Expedite Data Masking in Salesforce -- Approach A

 Objective: 

Welcome to this chapter where we would be exploring approaches to expedite data masking in a Salesforce Full Copy sandbox that has millions of data. 

Considering GDPR regulations, its imminent for the Salesforce Org to mask the Restricted and PII related data in an instance. But as the data in the instance grows, our Dev/Admin would eventually see the Data Masking Operation taking more time (Sometimes its days and sometimes its weeks). 

This would also result in a delay with sandbox readiness and further delay feature deliverables for an Org, if it has a development life cycle involving SIT/UAT/Performance test Sign OFF in a Full copy sandbox prior to deploying features to production.

With that lets look at Universal Builders Instance where Eric wears the hat of salesforce administrator and Smita is our Solution Architect. Lets look at their usecase in detail.

Usecase:

Universal Builders has roughly 20k Salesforce users and 150k external Partner Users. Agile methodology is followed and as per their development life cycle, SIT BUILD and UAT are done in Full Copy sandboxes. Once sign OFF obtained, features get deployed to production.

Universal Builders were also compliant with GDPR regulations, as they used an ETL tool (For instance Informatica, Boomi et al) for masking data in sandboxes (Partial Copy and Full Copy). Their Sprint deliverables had a decent velocity but as the Contact volume grew from 20M to 40M, Universal Builders started observing latency in their sandbox readiness which impacted their sprint velocity. This was because the Data Masking in sandbox was averaging 4M/day (Implies the Data Masking activity was taking 10 days.)
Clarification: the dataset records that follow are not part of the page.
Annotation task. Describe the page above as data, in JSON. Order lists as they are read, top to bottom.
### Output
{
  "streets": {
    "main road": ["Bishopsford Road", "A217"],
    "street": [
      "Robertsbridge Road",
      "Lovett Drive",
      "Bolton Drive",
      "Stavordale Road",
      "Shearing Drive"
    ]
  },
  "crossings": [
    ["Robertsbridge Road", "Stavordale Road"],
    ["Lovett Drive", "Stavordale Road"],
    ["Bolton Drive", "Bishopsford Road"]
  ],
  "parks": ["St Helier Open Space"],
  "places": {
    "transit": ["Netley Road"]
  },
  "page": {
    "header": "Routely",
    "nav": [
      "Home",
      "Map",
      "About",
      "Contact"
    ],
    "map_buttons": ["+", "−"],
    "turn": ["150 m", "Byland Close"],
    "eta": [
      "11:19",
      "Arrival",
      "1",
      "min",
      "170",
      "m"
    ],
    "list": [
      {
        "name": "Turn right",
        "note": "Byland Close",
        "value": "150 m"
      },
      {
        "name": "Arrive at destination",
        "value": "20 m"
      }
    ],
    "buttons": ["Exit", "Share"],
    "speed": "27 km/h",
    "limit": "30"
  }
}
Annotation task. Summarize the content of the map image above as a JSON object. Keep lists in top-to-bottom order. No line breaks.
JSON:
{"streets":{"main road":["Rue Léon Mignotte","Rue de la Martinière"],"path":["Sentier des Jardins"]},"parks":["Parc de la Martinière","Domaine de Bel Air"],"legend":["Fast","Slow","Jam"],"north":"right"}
Eric approached Smita regarding this situation, because the eventual reduction in sprint velocity has made leadership unhappy. Smita is thus tasked to find a solution for expediting Data Masking process. Her analysis is as below.

Analysis:

  1. Sneha checked on the Org and found that there are hardly any custom sharing Rules created for Contact Object.
  2. Sneha checked on ETL user used for doing data masking as well as existing Trigger and Validation Rules. The Best practice of skipping automations for ETL user while performing data masking was followed.
  3. Defer Sharing was also enabled while the masking operation was performed.
  4. The ETL tool was performing an UPSERT operation for data masking leveraging BULK API capabilities.
ETL tool was performing an UPSERT operation and was yielding 4M per day consistently. But as the data grew to 40M and whole process taking 10 days; UPSERT operation against such huge volume was not advised.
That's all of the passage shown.